Task objective:
A full and exact copy of the listing that follows is needed.

▼

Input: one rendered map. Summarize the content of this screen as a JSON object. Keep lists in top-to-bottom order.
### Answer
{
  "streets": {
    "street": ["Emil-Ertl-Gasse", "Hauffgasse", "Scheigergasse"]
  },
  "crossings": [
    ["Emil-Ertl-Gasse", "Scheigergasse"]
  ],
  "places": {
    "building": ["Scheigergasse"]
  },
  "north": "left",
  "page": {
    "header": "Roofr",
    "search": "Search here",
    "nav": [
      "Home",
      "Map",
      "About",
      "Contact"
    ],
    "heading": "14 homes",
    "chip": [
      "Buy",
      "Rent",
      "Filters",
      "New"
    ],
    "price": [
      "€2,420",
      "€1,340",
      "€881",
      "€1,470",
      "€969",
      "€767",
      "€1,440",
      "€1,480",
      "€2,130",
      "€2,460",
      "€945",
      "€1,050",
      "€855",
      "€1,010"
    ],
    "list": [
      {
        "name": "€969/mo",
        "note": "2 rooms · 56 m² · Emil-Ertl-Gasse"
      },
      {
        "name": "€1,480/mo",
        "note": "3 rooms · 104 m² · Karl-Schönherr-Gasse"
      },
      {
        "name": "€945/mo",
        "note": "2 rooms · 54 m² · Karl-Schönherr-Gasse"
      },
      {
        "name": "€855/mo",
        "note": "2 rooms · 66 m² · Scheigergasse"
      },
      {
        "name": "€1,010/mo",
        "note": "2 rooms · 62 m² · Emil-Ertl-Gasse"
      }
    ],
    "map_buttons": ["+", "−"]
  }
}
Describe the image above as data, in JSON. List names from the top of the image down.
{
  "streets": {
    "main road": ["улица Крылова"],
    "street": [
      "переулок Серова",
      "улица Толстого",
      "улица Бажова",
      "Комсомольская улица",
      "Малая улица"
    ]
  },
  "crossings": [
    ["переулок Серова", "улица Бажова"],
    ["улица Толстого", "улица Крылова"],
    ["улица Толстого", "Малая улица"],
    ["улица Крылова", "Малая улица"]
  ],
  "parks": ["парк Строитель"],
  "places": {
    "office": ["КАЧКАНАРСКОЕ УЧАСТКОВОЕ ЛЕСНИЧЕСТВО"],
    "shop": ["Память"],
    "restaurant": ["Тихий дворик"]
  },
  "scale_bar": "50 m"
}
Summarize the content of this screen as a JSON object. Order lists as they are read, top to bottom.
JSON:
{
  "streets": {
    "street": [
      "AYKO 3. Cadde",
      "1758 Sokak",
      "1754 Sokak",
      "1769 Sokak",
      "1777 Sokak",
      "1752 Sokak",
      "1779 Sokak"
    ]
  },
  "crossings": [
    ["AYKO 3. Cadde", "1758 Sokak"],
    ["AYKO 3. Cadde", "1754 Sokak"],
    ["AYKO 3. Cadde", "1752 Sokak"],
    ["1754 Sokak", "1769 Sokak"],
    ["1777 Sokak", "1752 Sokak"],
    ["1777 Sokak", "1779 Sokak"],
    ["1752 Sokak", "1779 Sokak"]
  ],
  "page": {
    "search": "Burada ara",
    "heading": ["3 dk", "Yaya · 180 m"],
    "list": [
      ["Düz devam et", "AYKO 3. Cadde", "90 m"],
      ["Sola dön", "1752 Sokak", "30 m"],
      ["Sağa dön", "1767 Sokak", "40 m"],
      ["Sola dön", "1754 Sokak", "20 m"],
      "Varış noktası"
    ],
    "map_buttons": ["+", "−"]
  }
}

▲

Written answer:
Input: one rendered map. Summarize the content of this screen as a JSON object. Keep lists in top-to-bottom order.
### Answer
{
  "streets": {
    "street": ["Emil-Ertl-Gasse", "Hauffgasse", "Scheigergasse"]
  },
  "crossings": [
    ["Emil-Ertl-Gasse", "Scheigergasse"]
  ],
  "places": {
    "building": ["Scheigergasse"]
  },
  "north": "left",
  "page": {
    "header": "Roofr",
    "search": "Search here",
    "nav": [
      "Home",
      "Map",
      "About",
      "Contact"
    ],
    "heading": "14 homes",
    "chip": [
      "Buy",
      "Rent",
      "Filters",
      "New"
    ],
    "price": [
      "€2,420",
      "€1,340",
      "€881",
      "€1,470",
      "€969",
      "€767",
      "€1,440",
      "€1,480",
      "€2,130",
      "€2,460",
      "€945",
      "€1,050",
      "€855",
      "€1,010"
    ],
    "list": [
      {
        "name": "€969/mo",
        "note": "2 rooms · 56 m² · Emil-Ertl-Gasse"
      },
      {
        "name": "€1,480/mo",
        "note": "3 rooms · 104 m² · Karl-Schönherr-Gasse"
      },
      {
        "name": "€945/mo",
        "note": "2 rooms · 54 m² · Karl-Schönherr-Gasse"
      },
      {
        "name": "€855/mo",
        "note": "2 rooms · 66 m² · Scheigergasse"
      },
      {
        "name": "€1,010/mo",
        "note": "2 rooms · 62 m² · Emil-Ertl-Gasse"
      }
    ],
    "map_buttons": ["+", "−"]
  }
}
Describe the image above as data, in JSON. List names from the top of the image down.
{
  "streets": {
    "main road": ["улица Крылова"],
    "street": [
      "переулок Серова",
      "улица Толстого",
      "улица Бажова",
      "Комсомольская улица",
      "Малая улица"
    ]
  },
  "crossings": [
    ["переулок Серова", "улица Бажова"],
    ["улица Толстого", "улица Крылова"],
    ["улица Толстого", "Малая улица"],
    ["улица Крылова", "Малая улица"]
  ],
  "parks": ["парк Строитель"],
  "places": {
    "office": ["КАЧКАНАРСКОЕ УЧАСТКОВОЕ ЛЕСНИЧЕСТВО"],
    "shop": ["Память"],
    "restaurant": ["Тихий дворик"]
  },
  "scale_bar": "50 m"
}
Summarize the content of this screen as a JSON object. Order lists as they are read, top to bottom.
JSON:
{
  "streets": {
    "street": [
      "AYKO 3. Cadde",
      "1758 Sokak",
      "1754 Sokak",
      "1769 Sokak",
      "1777 Sokak",
      "1752 Sokak",
      "1779 Sokak"
    ]
  },
  "crossings": [
    ["AYKO 3. Cadde", "1758 Sokak"],
    ["AYKO 3. Cadde", "1754 Sokak"],
    ["AYKO 3. Cadde", "1752 Sokak"],
    ["1754 Sokak", "1769 Sokak"],
    ["1777 Sokak", "1752 Sokak"],
    ["1777 Sokak", "1779 Sokak"],
    ["1752 Sokak", "1779 Sokak"]
  ],
  "page": {
    "search": "Burada ara",
    "heading": ["3 dk", "Yaya · 180 m"],
    "list": [
      ["Düz devam et", "AYKO 3. Cadde", "90 m"],
      ["Sola dön", "1752 Sokak", "30 m"],
      ["Sağa dön", "1767 Sokak", "40 m"],
      ["Sola dön", "1754 Sokak", "20 m"],
      "Varış noktası"
    ],
    "map_buttons": ["+", "−"]
  }
}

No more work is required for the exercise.